Venus Lives!
The Venus Express spacecraft has found compelling evidence for active volcanoes on Earth’s sister planet. This will help us understand what makes planets like ours tick.
Data on distant worlds is hard to come by. In planetary science there are many important questions to which we can only answer, “We think so.” The question “Are there planets around other stars?” has recently gone from this category to the “Yes, definitely” column. Now “Are there Earth-sized planets around large numbers of stars?” is poised to follow suit.
Closer to home (much) is the question. “Is Venus geologically active today?” A recently published result seems to move the answer from “We think so” toward “Yes, we’ve found the evidence!” Venus is the only other Earth-sized planet we know. That should change soon, but we won’t be able to closely study the new extrasolar Earths, separated from us by the unspeakably deep interstellar divide. So Venus will be our only opportunity to learn the workings of another Earth-sized world for hundreds or thousands of years.
The surface of Venus is right there, beckoning and haunting us with its compelling answers so close and yet so hard to see. The closest planetary surface to us, and quite possibly the most relevant to the major questions about what makes our own home planet tick, it is also freakishly difficult to explore, thanks to both the crushing, searing surface conditions which destroy surface probes and keep NASA wary of mission proposals, and the thick, unbroken global cloud deck which frustrates direct orbital or telescopic inspection. Yet, just as the interstellar depths have finally been breached with technology and the relentless cleverness of planet-hunters, Venus is gradually giving up the mysteries of her surface. When Galileo flew by Venus in 1990 we discovered that the atmosphere is transparent in certain wavelengths of near-infrared light that allow a spacecraft to see the surface. In 2005 the European Space Agency launched Venus Express, the first orbiting spacecraft with the right instruments to exploit these spectral windows and make infrared surface maps. Now that Venus Express has been in orbit for four years, these maps have revealed that certain features, which resemble Hawaiian-type “hot spot”volcanoes on Earth, are covered with a different type of rock than the surrounding plains. A team of scientists analyzing these maps recently announced in Science that these areas are consistent with fresh volcanic minerals that have not yet chemically reacted with the hot, caustic atmosphere. They must have erupted recently, and this strongly implies that the volcanoes are active today.

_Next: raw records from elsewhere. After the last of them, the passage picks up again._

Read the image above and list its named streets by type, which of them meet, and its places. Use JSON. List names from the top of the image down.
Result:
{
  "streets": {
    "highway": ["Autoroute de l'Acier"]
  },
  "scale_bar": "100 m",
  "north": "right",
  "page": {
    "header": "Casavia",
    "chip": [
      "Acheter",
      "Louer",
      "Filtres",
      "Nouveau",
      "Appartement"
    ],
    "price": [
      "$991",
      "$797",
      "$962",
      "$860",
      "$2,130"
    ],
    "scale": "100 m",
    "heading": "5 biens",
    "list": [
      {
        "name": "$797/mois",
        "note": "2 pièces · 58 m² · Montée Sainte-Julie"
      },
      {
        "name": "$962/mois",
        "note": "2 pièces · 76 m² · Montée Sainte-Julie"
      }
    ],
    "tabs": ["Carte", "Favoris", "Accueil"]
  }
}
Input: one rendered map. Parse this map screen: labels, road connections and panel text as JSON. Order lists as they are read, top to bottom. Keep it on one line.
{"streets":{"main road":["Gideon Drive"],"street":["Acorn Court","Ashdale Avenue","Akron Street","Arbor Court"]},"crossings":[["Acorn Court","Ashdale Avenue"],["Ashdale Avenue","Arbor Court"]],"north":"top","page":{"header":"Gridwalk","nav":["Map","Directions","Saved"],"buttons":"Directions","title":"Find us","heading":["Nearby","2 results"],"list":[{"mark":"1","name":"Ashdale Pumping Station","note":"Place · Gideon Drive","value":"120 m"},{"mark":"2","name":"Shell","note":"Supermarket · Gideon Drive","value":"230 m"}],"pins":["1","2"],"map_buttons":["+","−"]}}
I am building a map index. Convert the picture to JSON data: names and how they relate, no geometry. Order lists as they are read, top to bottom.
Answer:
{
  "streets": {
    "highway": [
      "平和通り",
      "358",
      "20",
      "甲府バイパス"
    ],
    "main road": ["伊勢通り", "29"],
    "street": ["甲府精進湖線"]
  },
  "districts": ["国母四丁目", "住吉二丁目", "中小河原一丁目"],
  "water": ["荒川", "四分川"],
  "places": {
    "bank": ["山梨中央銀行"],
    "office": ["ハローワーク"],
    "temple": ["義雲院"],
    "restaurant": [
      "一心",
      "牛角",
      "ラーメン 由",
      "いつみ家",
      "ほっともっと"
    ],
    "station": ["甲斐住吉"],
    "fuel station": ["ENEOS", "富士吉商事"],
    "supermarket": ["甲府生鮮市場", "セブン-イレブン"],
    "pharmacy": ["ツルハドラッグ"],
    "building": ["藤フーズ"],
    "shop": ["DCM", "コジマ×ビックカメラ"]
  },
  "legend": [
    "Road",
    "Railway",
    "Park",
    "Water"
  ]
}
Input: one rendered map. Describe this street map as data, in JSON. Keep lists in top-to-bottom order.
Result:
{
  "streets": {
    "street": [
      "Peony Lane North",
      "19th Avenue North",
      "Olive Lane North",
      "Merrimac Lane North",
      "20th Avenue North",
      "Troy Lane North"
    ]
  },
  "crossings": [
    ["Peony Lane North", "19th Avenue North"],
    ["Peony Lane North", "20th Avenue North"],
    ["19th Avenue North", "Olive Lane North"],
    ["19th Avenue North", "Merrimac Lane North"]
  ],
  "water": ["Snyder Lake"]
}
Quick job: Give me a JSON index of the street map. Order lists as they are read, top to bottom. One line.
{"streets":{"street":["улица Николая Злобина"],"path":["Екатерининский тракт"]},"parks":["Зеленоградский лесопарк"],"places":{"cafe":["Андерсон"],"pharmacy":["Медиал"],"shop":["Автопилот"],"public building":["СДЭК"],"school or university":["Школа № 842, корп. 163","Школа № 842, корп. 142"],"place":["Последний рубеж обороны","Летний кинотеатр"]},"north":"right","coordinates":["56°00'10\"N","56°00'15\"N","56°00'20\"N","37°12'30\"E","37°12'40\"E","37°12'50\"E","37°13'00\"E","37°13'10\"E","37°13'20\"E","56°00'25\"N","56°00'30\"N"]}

Many scientists, myself included, have written that Venus today is probably volcanically active based on many pieces of circumstantial evidence, including likely volcanic gases in the atmosphere and the fresh appearance of the youngest volcanoes in radar images. Yet before this new result we lacked the “smoking gun” to move this question into the “definitely yes” column. Now we can study not just the structures, but also the active functioning, of a nearby almost-Earth.
Venus should be active, since size is the most important controlling factor in a planet’s internal cooling. For example Mars is smaller, cooler inside and mostly dead geologically. Yet, given their nearly identical sizes you would think that Venus and Earth should be more similar. Venus lacks plate tectonics, the system of interior motions and surface movements that organizes most geological activity on Earth and removes heat from our planet’s interior. Instead, Venus may be losing heat today mostly through these hot spot volcanoes. But smooth volcanic lavas, which are not made by hot spots, dominate most of Venus. So apparently Venus has changed her volcanic style radically over the eons. We don’t know why Venus changed but it may have to do with the runaway greenhouse that occurred on Venus billions of years ago, evaporating her oceans and leaving her hot and dry.
Water seems to be the key to the uniqueness of Earth, from life to climate to geology. Perhaps the drying out of Venus long ago changed the properties of the rocks in her interior, led to the cessation of plate tectonics, and caused the changes we see in volcanic style.
We need future missions to understand this history, but now we know there is an active planet next door from which we can learn about the possible lives and fates of Earth-like planets.